En 2002 j’ai fait un stage chez Fokal, ils copiaient vachement les clips US et je voulais vraiment apprendre le métier de réalisateur mais je me suis finalement retrouvé à être graphiste… Sur la touche quoi. On ne peut donc pas dire que j’ai eu un mentor si ce n’est la chaîne BET et le réalisateur phare de l’époque Hype Williams. J’essayais de m’inspirer sans plagier. Dans mon travail, je me souviens qu’au début ce qui touchait le plus les gens c’était la qualité de l’image et la gestion des couleurs car à l’époque la HD n’existait pas encore. Quand je faisais les clips pour Rim’K ou Mokobé on me disait déjà ça. J’essayais vraiment de récupérer ce que les Américains nous enseignaient. C’est le clip de « Made You Look » de Nas, réalisé par Benny Boom qui m’a donné le déclic. Je suis un vrai fan de rap et à cette époque Nas était en clash avec Jay-Z. J’étais fan de rap new-yorkais et Nas n’arrêtait pas de sortir de nouveaux sons et des albums comme Stillmatic ou God’s Son. Forcément, quand j’ai vu le clip de « Made You Look », je suis devenu fou.

On pense forcément à Hype Williams en tant que pionnier des clips de rap. Quelles sont tes autres références cinématographiques ?

J’ai beaucoup regardé les films de Spike Lee, j’ai vu Do the right thing en 1989 et ce film m’a beaucoup inspiré.

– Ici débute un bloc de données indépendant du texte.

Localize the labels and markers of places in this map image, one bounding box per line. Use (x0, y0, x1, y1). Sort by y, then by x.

Il y a aussi Antoine Fuqua avec Training day. Je suis très ancré dans ma culture, j’aime beaucoup tout ce qui concerne la culture afro-américaine. Malgré tout, je ne suis pas fermé, j’écoute et je regarde de tout. À un moment, je me suis dit qu’il fallait que j’arrive à montrer que les Noirs n’étaient pas seulement bons qu’à être sportif, comique ou musicien. Il peut y avoir de bons journalistes, de bons réalisateurs… Inconsciemment, je me suis forcé à devenir celui que je voulais être.
Pour revenir à mes influences, mon film préféré est Man on fire. C’est dû à son image générale du film : le montage, le rythme, l’acting… Le film est très « clippé » et c’est ce que j’adore. Ça me fait aussi toujours très plaisir de voir Denzel Washington en tête d’affiche d’un film. Je me dis putain enfin un « Renoi » qui y arrive. Les gens vont peut-être se dire que j’aime que les trucs de « Renois » mais encore une fois je ne suis pas du tout fermé. Mais ça me fait plaisir de voir que notre culture avance.

https://www.youtube.com/watch?v=yqs0y-xX3BY

C’est à cause de réalisateurs comme Hype Williams que tu as décidé de poser ton nom sur les vidéos ?

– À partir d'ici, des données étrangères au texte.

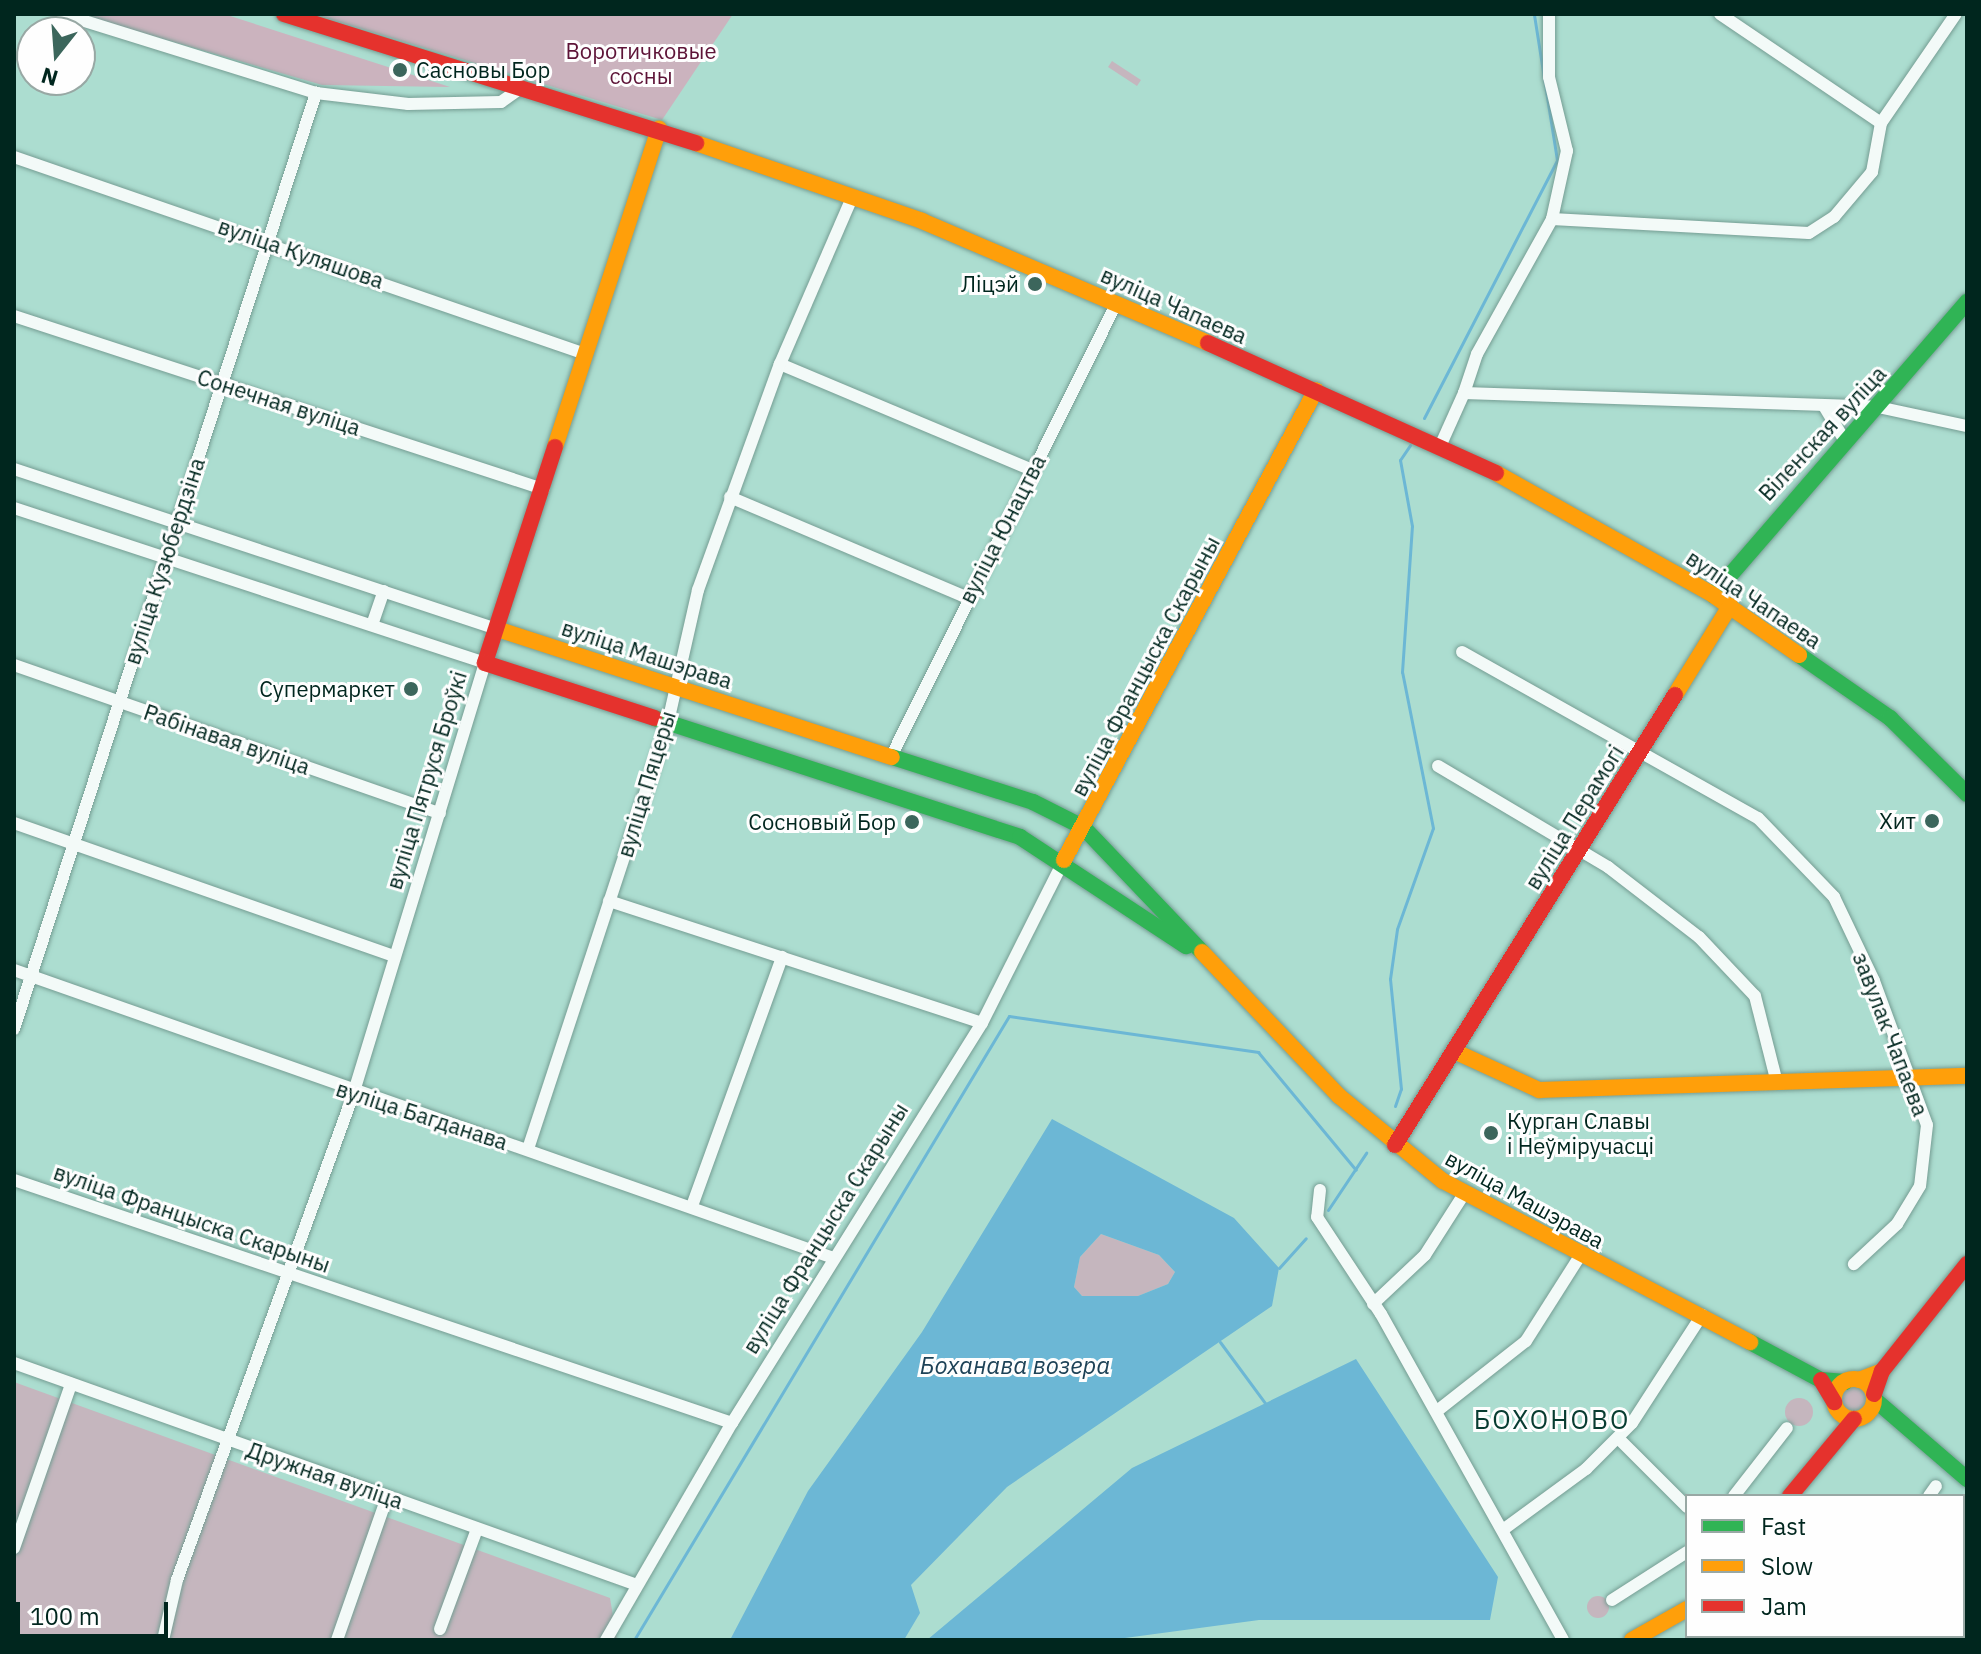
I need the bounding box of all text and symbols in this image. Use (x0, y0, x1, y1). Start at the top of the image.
north arrow (16, 16, 96, 96)
park label: Воротичковые сосны (566, 37, 716, 88)
place label: Сасновы Бор (416, 57, 550, 83)
text: N (38, 61, 61, 94)
marker: Сасновы Бор (391, 61, 409, 79)
street label: вуліца Куляшова (215, 212, 387, 294)
street label: вуліца Чапаева (1097, 261, 1251, 349)
place label: Ліцэй (961, 271, 1019, 297)
marker: Ліцэй (1026, 275, 1044, 293)
street label: Віленская вуліца (1753, 360, 1891, 506)
street label: Сонечная вуліца (194, 363, 364, 441)
street label: вуліца Юнацтва (953, 450, 1051, 608)
street label: вуліца Кузюбердзіна (118, 454, 210, 668)
street label: вуліца Францыска Скарыны (1065, 531, 1225, 801)
street label: вуліца Чапаева (1682, 544, 1826, 654)
street label: вуліца Машэрава (558, 614, 736, 694)
street label: вуліца Пятруся Броўкі (380, 668, 472, 892)
place label: Супермаркет (259, 676, 395, 702)
marker: Супермаркет (402, 680, 420, 698)
street label: Рабінавая вуліца (140, 698, 314, 780)
street label: вуліца Пяцеры (611, 708, 681, 860)
street label: вуліца Перамогі (1519, 740, 1629, 894)
place label: Хит (1879, 808, 1916, 834)
place label: Сосновый Бор (748, 809, 896, 835)
marker: Хит (1923, 812, 1941, 830)
marker: Сосновый Бор (903, 813, 921, 831)
street label: завулак Чапаева (1848, 948, 1934, 1120)
street label: вуліца Багданава (333, 1075, 511, 1155)
street label: вуліца Францыска Скарыны (737, 1098, 913, 1358)
place label: Курган Славы і Неўміручасці (1507, 1107, 1654, 1158)
marker: Курган Славы і Неўміручасці (1482, 1124, 1500, 1142)
street label: вуліца Машэрава (1441, 1144, 1609, 1254)
street label: вуліца Францыска Скарыны (50, 1158, 334, 1278)
water label: Боханава возера (920, 1352, 1110, 1380)
district label: БОХОНОВО (1474, 1404, 1630, 1436)
street label: Дружная вуліца (243, 1436, 407, 1514)
legend (1685, 1494, 1965, 1638)
text: Fast (1761, 1510, 1806, 1542)
text: Slow (1761, 1550, 1813, 1582)
scale bar (20, 1586, 172, 1636)
text: Jam (1761, 1590, 1807, 1622)
text: 100 m (30, 1600, 100, 1632)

Quand j’ai commencé, je signais juste avec le logo de Tchimbe Raid Productions, c’était le nom de ma société à l’époque. Avant ça, quand j’ai fait « Trafic de stéréotype » pour Despo j’avais fait une animation dessinée de moi en train de mettre une capuche et j’avais mis mon nom dessus. Après réflexion, ça ne me convenait pas parce que je souhaitais rester discret. En 2009, quand Booba m’a contacté pour faire « Game over », il m’a demandé de mettre mon nom au début de la vidéo. Il m’a dit mot pour mot : « Il n’y a pas de « Renoi » en France qui fait des beaux clips. » Les seuls où il n’y a pas mon nom c’est « Ma couleur », parce qu’il y a des images qui ont été tournées par d’autres personnes, ainsi que « Comme une étoile », parce qu’on ne voulait que rendre hommage à Brams, paix à son âme. À chaque fois que tu vois mon nom au début d’un clip de Booba c’est qu’il qui me l’a demandé. C’est comme si je faisais un featuring avec lui [rires, ndlr]

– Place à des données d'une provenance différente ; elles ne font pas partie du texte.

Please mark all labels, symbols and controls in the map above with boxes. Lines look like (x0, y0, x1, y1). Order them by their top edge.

« À un moment, je me suis dit qu’il fallait que j’arrive à montrer que les Noirs n’étaient pas seulement bons qu’à être sportif, comique ou musicien »

À partir de 2006 c’est le début de ta collaboration avec Mac Tyer. Comment un réalisateur comme toi qui faisait beaucoup de zouk arrive à se faire repérer par Mac Tyer ?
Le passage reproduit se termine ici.